Elektrum Lietuva, a private energy supplier, declined to participate in the VŽ survey. However, the company’s website has published the following comments by Sales Manager Martynas Giga.

Once the interconnections with Sweden and Poland are launched, the scale of imports will most probably further increase, giving a tangible benefit to energy consumers. In terms of the positive effects of the interconnection, it is important to not only focus on changes in price. We would then risk missing the most important aspect of this development, namely, energy security.

Firstly, the new connections will help to diversify the sources of energy from which electricity is supplied to Lithuania. If for some reason power stops flowing in one cable, it will reach consumers in some other way. This means that the risk from unforeseeable events, which could cause a sharp rise in prices or other problems, will decrease.

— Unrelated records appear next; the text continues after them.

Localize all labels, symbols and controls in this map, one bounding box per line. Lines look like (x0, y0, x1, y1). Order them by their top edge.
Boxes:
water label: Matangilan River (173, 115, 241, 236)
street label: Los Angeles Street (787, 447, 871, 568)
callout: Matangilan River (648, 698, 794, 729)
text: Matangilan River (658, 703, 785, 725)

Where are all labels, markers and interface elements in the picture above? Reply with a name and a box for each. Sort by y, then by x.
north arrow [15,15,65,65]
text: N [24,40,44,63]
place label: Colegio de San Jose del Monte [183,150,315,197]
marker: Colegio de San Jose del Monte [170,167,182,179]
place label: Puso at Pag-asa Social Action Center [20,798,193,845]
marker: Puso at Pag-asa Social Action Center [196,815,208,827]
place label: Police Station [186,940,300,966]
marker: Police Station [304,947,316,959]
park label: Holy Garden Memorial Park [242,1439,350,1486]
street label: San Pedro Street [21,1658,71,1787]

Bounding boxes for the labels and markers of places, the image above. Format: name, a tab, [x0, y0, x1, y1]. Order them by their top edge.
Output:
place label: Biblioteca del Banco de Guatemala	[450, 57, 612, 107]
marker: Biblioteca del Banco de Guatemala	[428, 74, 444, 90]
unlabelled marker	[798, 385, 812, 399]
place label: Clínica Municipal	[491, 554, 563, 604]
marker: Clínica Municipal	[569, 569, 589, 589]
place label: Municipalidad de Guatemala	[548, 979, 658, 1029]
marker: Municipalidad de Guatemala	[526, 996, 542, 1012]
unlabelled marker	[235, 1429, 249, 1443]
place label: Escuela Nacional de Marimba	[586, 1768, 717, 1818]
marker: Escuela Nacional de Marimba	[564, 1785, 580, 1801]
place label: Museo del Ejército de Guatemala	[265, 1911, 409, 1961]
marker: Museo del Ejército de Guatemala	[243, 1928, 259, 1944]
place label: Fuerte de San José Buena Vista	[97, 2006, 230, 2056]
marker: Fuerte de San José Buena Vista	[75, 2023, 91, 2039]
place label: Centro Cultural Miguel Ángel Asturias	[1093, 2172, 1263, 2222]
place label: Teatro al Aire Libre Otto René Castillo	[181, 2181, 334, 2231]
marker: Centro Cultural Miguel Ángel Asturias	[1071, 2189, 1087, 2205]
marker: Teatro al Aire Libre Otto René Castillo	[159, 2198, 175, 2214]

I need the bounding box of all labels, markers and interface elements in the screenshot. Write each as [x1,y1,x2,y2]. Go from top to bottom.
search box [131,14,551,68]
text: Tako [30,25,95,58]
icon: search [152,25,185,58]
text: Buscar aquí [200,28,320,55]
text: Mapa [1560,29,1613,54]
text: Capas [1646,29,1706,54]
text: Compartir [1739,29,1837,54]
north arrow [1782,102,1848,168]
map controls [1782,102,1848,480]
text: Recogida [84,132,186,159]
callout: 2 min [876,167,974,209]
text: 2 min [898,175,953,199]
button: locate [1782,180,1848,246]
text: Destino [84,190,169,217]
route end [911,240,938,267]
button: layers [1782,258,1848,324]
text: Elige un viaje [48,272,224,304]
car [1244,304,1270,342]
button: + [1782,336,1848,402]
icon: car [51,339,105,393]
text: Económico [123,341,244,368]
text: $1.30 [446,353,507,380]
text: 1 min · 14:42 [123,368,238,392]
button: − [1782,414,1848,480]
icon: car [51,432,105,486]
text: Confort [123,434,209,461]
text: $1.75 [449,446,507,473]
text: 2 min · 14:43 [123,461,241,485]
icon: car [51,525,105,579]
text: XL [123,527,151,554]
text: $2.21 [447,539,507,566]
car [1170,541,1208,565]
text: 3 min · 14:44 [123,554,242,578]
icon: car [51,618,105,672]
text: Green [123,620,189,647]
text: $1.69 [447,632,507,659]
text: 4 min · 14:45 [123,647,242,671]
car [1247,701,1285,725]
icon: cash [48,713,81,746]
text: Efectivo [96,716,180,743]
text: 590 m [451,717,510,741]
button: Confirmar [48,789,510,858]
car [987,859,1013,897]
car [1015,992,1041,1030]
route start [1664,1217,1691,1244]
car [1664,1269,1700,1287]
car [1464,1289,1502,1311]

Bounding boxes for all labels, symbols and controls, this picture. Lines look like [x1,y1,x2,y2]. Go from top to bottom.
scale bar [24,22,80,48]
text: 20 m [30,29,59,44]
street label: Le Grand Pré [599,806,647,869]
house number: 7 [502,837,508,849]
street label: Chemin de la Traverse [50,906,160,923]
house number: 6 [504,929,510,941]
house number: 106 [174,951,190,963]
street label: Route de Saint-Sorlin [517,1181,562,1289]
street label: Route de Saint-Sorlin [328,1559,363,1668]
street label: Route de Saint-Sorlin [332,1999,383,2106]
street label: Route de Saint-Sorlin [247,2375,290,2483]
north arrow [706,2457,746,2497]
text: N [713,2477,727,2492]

Secondly, Lithuania will receive cheaper energy as the flow of capacity will come from lower price zones. At the moment, the average energy price in Lithuania amounts to about €45/MWh.  In Sweden this figure is often as much as five times lower. The positive effect of the two aforementioned factors will reach its climax next year, in 2016. Businesses, who use 71% of all energy consumed in Lithuania, will immediately notice this effect. Still, energy prices for household consumers may not fall by as much as expected.

After peaking in 2014, when the price per Megawatt hour exceeded €50, prices have fallen to €43–44/MWh this year. This fall was due to significantly cheaper prices for raw materials, which also increased competition among local producers. Scandinavian price zones have also been affected by considerable increases in renewable energy sources.

Given the available information and future financial transactions, which indicate future energy prices, forecasts suggest a fall to approximately €39/MWh next year. Night-time electricity prices should fall most, while the price of daytime power might not fall as much.

The prices in our region are mostly subject to local operational capacities. Both the current and the forecast difference in energy price between the Lithuanian and foreign price zones leads to the conclusion that a positive effect might be felt thanks to the additional connections. If the energy demand of Lithuanian consumers could be satisfied by an uninterrupted flow of imports, they would obviously then pay less.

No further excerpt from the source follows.